### WHAT IS NEEDED
Below are some records. Pull every line that contains the word "Жуковского".

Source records
BEGIN

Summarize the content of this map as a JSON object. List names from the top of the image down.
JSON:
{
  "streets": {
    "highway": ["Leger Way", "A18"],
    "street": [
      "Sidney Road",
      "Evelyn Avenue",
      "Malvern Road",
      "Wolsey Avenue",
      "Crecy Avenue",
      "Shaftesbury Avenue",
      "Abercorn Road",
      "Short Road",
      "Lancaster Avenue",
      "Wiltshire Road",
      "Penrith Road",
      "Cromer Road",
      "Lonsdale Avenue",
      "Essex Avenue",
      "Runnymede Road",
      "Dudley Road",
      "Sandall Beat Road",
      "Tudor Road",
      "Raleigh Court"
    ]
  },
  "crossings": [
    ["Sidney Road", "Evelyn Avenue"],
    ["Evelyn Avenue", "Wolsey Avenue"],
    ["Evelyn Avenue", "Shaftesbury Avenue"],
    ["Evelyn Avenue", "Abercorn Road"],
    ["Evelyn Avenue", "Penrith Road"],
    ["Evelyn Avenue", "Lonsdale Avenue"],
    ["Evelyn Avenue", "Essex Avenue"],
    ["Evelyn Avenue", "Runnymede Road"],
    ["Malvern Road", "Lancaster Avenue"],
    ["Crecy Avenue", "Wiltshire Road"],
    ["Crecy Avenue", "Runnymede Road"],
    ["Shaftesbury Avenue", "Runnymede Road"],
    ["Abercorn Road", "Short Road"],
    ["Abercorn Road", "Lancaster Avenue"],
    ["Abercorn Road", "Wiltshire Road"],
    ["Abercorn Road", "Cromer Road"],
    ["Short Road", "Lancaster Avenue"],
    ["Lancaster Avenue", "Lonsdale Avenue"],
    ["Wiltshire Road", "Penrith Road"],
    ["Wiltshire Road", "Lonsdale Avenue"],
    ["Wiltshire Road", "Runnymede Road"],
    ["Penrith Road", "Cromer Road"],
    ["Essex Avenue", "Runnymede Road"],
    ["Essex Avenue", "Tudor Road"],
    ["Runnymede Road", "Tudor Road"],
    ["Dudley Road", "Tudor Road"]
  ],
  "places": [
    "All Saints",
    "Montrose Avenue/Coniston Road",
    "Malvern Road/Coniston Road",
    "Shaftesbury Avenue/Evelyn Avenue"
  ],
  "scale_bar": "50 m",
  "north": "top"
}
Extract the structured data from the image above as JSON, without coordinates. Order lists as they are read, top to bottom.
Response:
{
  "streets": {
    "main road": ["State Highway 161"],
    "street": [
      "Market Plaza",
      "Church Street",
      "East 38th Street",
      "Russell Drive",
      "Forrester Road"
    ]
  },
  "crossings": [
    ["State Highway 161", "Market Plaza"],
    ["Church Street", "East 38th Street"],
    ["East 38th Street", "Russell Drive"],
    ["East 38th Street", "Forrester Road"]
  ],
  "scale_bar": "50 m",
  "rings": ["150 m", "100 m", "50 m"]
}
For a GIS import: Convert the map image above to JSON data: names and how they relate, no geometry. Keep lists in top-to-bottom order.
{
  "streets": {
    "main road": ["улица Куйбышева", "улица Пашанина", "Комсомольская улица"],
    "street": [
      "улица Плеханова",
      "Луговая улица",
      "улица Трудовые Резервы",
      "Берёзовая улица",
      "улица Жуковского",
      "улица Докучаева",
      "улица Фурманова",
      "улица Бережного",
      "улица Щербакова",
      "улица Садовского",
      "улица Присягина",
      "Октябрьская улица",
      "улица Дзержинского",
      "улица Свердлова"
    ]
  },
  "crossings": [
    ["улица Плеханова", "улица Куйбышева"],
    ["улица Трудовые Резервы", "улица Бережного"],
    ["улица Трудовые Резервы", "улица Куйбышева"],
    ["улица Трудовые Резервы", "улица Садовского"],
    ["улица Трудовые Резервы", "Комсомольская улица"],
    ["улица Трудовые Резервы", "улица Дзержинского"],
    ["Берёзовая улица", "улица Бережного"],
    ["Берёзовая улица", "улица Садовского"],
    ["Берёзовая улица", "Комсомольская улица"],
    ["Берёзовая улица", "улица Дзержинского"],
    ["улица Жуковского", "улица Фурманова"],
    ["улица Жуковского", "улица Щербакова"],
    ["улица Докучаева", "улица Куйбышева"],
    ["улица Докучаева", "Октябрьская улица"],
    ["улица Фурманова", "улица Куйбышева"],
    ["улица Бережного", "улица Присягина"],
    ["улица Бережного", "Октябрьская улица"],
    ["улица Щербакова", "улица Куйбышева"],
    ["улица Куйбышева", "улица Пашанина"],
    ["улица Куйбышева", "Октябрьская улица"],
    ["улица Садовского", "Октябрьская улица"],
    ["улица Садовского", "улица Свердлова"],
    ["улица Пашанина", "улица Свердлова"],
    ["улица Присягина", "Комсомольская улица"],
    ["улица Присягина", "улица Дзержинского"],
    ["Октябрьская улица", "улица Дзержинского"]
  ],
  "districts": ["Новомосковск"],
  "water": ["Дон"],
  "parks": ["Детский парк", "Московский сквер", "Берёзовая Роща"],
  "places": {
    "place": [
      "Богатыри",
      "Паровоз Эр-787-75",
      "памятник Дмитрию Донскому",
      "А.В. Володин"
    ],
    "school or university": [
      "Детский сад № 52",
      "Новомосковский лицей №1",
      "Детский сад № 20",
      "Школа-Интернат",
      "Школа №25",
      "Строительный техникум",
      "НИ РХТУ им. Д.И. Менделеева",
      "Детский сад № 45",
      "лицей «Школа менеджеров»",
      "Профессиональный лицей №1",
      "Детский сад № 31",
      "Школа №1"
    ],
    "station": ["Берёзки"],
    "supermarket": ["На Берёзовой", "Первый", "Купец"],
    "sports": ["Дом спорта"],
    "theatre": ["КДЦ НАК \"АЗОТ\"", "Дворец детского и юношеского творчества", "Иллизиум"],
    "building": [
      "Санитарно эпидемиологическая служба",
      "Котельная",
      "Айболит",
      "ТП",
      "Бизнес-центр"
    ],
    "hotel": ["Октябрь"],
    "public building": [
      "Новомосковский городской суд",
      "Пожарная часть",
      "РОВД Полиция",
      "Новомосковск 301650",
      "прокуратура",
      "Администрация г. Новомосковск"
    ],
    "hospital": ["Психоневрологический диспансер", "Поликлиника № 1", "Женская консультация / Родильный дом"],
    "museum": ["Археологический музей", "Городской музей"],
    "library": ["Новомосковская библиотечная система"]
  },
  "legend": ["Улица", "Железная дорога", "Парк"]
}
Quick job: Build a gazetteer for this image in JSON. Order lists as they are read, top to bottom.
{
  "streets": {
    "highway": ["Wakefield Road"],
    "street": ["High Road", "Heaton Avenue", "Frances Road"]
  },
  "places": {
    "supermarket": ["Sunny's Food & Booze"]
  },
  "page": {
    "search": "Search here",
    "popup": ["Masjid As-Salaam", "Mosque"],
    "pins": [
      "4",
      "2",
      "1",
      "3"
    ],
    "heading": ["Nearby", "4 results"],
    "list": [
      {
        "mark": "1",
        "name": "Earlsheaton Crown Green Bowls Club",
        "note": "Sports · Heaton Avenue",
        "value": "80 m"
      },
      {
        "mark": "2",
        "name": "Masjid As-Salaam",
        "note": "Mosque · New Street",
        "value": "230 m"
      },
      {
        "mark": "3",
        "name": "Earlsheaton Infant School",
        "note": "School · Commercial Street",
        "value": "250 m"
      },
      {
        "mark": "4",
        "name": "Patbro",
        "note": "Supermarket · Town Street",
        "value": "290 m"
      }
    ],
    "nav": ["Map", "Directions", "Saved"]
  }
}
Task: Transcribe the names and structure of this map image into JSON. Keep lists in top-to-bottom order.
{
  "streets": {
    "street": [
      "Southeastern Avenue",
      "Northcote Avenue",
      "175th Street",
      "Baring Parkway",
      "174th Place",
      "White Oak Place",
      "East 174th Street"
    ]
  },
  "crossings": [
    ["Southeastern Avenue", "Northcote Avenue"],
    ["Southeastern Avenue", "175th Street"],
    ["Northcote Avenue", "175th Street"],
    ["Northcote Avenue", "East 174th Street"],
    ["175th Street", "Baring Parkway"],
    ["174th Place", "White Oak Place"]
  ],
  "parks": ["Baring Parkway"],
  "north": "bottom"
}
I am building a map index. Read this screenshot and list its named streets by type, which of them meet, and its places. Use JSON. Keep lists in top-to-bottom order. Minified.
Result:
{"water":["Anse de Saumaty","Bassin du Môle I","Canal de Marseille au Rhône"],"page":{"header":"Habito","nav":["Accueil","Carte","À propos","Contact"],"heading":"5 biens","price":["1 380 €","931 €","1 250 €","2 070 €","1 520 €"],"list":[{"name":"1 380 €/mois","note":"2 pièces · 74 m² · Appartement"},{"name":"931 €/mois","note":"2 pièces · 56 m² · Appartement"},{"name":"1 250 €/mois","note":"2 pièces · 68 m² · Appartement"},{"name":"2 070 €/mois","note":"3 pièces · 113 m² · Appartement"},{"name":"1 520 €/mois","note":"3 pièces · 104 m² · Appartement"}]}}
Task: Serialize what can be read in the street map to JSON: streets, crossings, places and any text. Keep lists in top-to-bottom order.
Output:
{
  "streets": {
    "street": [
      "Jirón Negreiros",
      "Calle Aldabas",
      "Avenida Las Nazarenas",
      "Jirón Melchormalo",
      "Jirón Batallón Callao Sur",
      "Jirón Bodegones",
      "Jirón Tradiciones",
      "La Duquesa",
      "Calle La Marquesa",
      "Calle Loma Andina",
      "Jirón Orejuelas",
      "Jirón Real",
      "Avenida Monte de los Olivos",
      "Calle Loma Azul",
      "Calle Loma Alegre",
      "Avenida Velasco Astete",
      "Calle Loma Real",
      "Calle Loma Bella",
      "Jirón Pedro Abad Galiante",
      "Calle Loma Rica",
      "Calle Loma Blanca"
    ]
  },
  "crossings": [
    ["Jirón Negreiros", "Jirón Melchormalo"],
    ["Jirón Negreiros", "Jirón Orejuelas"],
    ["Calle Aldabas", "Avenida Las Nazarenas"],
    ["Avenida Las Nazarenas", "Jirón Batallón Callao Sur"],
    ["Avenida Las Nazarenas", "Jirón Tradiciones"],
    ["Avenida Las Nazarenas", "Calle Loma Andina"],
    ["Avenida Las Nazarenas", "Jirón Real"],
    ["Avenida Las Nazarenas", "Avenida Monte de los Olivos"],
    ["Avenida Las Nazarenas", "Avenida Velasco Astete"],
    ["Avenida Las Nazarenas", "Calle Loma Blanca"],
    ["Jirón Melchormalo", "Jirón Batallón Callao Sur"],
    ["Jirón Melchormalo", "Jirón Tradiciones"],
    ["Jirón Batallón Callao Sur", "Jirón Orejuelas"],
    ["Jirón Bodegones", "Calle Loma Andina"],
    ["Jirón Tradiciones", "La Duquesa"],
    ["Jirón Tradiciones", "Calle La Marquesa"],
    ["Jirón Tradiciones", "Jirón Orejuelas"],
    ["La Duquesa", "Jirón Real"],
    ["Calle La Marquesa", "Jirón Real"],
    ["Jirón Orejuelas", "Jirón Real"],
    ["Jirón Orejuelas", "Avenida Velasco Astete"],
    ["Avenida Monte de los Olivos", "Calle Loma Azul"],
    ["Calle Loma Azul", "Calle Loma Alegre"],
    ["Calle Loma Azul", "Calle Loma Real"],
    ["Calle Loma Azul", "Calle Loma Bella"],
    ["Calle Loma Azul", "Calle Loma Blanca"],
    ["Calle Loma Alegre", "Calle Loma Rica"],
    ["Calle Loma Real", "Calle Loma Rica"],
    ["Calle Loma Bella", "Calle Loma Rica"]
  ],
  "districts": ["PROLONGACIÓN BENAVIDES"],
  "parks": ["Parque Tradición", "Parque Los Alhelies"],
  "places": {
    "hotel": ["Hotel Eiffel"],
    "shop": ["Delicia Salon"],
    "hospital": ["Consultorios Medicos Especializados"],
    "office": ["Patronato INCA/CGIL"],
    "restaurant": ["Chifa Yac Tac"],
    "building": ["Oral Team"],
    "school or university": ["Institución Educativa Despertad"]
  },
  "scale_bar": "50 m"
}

END

### REPLY TO THE TASK
      "улица Жуковского",
    ["улица Жуковского", "улица Фурманова"],
    ["улица Жуковского", "улица Щербакова"],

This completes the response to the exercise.